# Record set
--------------------------------------------------

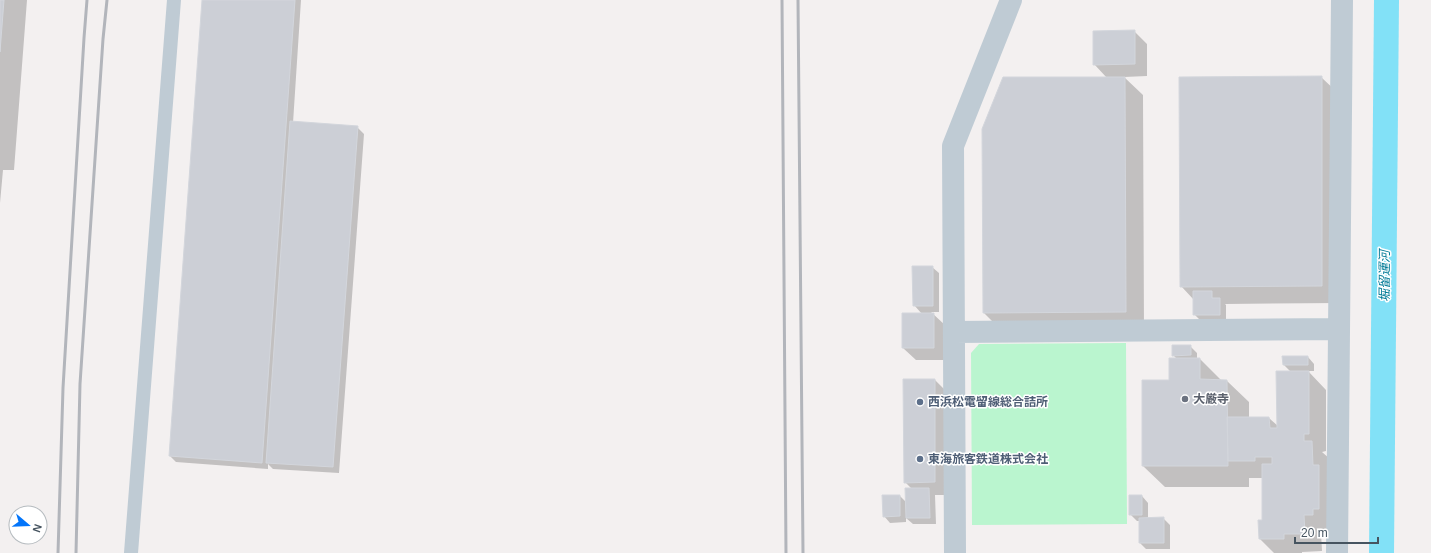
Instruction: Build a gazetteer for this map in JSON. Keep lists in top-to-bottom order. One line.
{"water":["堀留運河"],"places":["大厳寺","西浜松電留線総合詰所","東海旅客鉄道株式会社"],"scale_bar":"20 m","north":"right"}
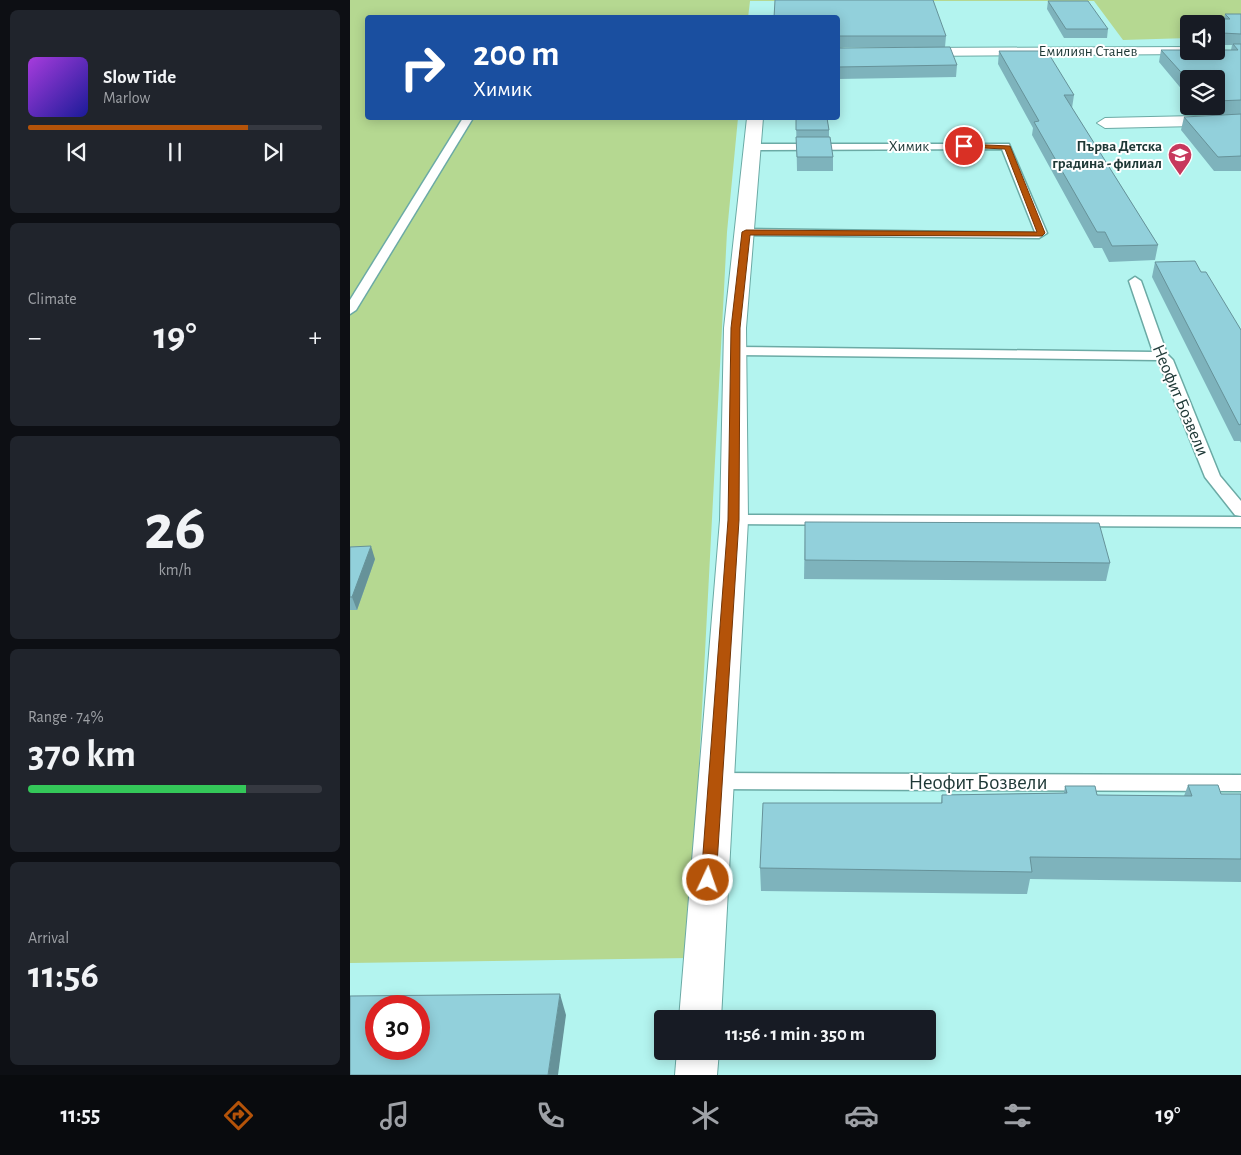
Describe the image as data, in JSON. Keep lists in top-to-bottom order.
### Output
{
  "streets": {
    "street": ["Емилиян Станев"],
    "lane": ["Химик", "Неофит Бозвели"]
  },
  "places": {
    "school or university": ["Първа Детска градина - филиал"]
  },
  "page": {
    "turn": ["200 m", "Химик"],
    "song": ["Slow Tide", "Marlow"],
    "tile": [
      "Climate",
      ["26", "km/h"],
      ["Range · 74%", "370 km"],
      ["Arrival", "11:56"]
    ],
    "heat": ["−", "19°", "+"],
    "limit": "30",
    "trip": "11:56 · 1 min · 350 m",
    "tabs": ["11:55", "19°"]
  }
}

--------------------------------------------------

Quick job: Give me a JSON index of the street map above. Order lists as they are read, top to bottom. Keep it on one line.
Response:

--------------------------------------------------

# What to do
Start at the line above containing "Instruction: Build a" and stop at the line containing "Describe the image": print those lines and everything between them exactly, but not the pictures.

# Answer box
Instruction: Build a gazetteer for this map in JSON. Keep lists in top-to-bottom order. One line.
{"water":["堀留運河"],"places":["大厳寺","西浜松電留線総合詰所","東海旅客鉄道株式会社"],"scale_bar":"20 m","north":"right"}
Describe the image as data, in JSON. Keep lists in top-to-bottom order.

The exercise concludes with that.